Select, from the data, each line where "casing" occurs.

Start of Material provided

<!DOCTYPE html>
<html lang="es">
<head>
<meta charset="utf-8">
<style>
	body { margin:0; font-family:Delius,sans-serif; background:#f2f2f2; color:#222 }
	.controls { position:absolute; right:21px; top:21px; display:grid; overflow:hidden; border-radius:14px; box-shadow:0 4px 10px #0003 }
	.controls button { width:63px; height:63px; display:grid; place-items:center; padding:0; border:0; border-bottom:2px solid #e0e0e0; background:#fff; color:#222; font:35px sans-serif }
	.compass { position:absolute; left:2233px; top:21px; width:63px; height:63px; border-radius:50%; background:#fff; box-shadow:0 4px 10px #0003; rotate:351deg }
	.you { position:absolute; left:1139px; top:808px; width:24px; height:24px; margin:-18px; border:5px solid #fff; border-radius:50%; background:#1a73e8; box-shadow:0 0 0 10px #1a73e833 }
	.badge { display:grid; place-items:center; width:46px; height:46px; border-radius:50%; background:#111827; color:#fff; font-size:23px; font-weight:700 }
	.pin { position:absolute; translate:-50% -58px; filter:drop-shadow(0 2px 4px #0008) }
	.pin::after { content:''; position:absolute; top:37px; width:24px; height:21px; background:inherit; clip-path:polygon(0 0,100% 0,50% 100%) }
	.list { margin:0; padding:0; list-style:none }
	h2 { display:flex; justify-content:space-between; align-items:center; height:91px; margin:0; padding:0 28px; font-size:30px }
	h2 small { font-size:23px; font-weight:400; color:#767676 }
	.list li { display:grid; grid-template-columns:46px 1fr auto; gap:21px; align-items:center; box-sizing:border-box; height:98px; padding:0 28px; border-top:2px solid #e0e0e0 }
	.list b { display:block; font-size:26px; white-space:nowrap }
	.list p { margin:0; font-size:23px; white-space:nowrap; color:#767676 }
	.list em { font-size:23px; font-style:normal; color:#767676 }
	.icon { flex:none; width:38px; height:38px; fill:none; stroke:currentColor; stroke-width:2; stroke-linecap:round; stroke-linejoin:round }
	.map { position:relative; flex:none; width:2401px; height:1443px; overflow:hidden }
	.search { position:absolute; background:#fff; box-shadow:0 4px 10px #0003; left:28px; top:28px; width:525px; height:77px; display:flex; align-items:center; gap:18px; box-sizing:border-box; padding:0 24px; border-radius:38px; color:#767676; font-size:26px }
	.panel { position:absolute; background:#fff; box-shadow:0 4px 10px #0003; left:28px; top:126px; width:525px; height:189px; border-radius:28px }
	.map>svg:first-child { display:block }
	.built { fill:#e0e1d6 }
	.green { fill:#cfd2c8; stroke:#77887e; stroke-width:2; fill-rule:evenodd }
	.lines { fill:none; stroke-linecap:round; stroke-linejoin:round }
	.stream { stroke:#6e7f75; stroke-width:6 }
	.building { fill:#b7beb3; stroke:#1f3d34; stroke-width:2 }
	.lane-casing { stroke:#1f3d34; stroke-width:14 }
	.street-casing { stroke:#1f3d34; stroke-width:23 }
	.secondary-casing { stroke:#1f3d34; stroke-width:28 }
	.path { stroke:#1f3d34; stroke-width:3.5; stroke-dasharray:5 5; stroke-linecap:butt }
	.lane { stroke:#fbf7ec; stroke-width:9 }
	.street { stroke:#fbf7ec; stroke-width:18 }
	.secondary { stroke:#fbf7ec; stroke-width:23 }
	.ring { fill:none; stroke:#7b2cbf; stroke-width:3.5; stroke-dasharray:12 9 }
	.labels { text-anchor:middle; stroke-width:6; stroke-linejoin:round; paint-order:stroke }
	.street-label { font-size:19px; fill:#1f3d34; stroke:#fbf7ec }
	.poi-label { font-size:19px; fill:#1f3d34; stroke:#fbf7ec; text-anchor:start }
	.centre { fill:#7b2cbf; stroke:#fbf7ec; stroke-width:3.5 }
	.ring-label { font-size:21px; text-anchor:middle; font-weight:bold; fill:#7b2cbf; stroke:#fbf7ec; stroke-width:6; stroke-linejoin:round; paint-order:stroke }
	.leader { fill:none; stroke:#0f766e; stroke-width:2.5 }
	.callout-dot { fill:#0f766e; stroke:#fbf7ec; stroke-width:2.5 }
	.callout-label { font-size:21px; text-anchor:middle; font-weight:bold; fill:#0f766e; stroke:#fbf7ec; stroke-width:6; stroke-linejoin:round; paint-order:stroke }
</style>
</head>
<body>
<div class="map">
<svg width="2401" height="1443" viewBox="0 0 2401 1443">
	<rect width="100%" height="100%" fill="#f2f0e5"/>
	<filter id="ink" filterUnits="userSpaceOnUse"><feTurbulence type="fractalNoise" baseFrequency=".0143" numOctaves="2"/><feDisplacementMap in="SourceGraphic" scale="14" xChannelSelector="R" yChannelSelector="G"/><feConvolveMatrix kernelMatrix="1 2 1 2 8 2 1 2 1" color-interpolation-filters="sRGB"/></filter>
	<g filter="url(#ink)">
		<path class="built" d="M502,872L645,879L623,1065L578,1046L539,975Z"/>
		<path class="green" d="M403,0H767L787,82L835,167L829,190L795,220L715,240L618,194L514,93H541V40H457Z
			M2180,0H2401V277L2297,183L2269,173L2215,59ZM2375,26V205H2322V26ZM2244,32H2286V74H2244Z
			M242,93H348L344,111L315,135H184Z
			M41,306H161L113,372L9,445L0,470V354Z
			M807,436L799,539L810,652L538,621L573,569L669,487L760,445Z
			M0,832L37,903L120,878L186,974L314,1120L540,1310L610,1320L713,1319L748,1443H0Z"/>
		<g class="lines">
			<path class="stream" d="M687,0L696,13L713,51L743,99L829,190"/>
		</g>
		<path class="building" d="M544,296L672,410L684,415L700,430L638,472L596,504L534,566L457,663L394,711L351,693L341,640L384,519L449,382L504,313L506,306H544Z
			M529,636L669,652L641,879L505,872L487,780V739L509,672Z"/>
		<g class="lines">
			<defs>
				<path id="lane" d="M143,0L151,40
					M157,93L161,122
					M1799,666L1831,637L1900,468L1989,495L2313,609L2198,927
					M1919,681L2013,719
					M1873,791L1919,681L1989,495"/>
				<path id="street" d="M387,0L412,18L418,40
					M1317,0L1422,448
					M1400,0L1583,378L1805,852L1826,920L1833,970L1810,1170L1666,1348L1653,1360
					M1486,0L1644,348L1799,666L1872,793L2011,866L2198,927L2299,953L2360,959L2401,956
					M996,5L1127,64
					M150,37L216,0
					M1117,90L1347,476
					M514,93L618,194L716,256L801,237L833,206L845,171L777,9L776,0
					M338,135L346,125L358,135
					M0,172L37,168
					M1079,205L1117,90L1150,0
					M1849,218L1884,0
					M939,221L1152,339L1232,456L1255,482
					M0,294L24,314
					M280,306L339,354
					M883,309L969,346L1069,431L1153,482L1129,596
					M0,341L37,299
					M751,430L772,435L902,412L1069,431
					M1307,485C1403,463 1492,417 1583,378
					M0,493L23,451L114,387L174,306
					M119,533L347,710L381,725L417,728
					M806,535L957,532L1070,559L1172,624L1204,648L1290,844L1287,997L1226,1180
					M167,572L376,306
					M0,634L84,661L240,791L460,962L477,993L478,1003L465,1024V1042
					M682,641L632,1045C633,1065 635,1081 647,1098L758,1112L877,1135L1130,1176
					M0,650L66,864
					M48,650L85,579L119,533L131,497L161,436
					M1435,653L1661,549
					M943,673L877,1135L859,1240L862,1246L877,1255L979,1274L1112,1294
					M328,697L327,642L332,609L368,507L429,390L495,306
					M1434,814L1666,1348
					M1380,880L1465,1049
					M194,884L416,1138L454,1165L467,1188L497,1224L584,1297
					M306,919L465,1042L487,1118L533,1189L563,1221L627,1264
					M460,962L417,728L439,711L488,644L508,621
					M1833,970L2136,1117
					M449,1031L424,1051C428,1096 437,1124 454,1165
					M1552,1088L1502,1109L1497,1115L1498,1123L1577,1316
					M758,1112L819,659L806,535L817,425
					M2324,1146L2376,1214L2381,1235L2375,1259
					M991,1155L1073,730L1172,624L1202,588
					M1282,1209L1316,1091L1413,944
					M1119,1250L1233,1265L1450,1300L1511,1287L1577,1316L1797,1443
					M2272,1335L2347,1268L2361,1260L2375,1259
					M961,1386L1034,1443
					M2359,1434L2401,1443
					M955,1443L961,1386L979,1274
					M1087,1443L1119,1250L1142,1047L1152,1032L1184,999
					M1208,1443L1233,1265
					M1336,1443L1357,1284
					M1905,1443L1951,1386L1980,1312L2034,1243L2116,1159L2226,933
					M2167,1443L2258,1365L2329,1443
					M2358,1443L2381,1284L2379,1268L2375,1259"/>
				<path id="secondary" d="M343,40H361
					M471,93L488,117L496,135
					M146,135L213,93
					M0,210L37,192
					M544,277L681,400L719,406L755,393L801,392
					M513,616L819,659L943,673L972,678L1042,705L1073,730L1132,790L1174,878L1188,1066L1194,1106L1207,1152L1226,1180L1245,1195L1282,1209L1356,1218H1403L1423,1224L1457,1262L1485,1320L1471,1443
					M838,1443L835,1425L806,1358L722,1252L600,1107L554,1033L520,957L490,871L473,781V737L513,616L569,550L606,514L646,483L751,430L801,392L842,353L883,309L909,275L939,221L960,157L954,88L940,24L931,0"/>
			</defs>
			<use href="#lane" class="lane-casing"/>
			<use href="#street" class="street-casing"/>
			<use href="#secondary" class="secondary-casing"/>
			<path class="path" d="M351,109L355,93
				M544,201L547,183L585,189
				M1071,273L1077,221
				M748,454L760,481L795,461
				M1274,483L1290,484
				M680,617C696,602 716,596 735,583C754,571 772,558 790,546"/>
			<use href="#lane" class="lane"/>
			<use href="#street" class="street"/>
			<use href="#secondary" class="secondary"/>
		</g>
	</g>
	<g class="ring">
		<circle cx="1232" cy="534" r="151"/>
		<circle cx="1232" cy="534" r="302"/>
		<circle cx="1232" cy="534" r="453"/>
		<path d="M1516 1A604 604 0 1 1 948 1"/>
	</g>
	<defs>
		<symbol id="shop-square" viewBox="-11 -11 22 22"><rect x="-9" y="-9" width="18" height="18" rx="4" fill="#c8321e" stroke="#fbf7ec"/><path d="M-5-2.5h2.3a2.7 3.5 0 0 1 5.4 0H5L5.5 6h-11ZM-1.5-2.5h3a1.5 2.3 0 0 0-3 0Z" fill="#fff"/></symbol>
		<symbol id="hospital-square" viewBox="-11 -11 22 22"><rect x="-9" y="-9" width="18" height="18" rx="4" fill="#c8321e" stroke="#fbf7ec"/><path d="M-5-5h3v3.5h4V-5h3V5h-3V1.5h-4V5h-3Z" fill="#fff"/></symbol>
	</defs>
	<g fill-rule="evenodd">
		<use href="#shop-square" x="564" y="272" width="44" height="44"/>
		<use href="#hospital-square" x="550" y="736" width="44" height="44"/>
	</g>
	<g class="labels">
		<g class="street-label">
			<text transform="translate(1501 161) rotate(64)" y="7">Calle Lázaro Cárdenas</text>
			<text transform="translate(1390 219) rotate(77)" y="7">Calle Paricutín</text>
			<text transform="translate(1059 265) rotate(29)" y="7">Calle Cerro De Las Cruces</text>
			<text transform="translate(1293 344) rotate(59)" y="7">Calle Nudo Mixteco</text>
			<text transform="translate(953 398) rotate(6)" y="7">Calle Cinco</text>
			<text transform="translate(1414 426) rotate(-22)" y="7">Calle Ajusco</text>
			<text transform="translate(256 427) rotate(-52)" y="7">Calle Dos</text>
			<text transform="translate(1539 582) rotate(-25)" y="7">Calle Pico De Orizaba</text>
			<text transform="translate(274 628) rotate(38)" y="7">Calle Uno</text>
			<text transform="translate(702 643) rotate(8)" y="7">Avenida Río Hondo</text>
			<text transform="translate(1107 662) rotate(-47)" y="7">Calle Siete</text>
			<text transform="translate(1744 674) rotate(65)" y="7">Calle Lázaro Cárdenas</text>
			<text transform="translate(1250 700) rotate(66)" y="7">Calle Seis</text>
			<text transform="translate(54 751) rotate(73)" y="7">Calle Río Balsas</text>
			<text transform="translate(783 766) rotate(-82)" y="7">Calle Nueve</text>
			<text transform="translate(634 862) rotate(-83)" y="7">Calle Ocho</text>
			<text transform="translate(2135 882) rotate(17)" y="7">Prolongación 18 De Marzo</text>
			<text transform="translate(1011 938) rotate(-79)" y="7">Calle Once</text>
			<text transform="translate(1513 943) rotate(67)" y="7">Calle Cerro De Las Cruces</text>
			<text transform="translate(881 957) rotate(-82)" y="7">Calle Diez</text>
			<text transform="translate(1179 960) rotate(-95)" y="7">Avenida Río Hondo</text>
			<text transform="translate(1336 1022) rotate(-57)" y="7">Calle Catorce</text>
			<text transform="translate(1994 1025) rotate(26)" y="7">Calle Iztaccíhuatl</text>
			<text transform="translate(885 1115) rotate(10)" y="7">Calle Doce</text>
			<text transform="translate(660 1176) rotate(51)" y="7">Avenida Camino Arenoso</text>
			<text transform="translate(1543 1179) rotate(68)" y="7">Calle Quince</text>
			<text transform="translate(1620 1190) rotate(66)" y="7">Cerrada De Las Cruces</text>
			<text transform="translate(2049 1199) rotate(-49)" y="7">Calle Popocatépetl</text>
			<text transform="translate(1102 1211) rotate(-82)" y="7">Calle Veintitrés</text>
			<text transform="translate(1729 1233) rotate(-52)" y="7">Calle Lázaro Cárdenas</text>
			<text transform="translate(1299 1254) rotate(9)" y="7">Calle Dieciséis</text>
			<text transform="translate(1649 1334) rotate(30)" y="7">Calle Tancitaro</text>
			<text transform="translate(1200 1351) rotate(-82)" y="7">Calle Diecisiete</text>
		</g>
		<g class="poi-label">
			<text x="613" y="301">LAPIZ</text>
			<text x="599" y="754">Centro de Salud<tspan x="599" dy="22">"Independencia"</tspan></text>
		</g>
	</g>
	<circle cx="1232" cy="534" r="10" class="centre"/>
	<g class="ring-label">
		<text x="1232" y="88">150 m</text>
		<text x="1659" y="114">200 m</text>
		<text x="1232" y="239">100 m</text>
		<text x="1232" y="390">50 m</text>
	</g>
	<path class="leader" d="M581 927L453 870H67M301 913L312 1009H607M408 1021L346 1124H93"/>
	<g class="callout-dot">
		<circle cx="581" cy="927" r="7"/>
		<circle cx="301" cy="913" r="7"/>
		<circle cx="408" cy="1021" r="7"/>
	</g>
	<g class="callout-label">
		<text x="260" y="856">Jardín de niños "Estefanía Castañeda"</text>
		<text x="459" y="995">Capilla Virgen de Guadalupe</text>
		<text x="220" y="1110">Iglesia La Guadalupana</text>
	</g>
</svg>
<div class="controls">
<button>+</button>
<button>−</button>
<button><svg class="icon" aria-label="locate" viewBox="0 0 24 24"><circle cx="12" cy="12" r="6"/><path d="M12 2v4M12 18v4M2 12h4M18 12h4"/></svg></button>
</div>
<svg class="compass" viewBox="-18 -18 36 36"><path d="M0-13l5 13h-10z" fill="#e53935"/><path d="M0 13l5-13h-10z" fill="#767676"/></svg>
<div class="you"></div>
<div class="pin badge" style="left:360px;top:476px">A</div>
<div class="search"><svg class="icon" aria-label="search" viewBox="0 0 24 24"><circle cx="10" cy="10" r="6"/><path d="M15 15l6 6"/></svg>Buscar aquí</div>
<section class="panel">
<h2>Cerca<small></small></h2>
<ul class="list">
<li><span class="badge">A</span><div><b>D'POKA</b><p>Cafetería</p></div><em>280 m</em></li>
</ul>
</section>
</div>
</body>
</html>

End of Material provided

Result of this exercise:
	.lane-casing { stroke:#1f3d34; stroke-width:14 }
	.street-casing { stroke:#1f3d34; stroke-width:23 }
	.secondary-casing { stroke:#1f3d34; stroke-width:28 }
			<use href="#lane" class="lane-casing"/>
			<use href="#street" class="street-casing"/>
			<use href="#secondary" class="secondary-casing"/>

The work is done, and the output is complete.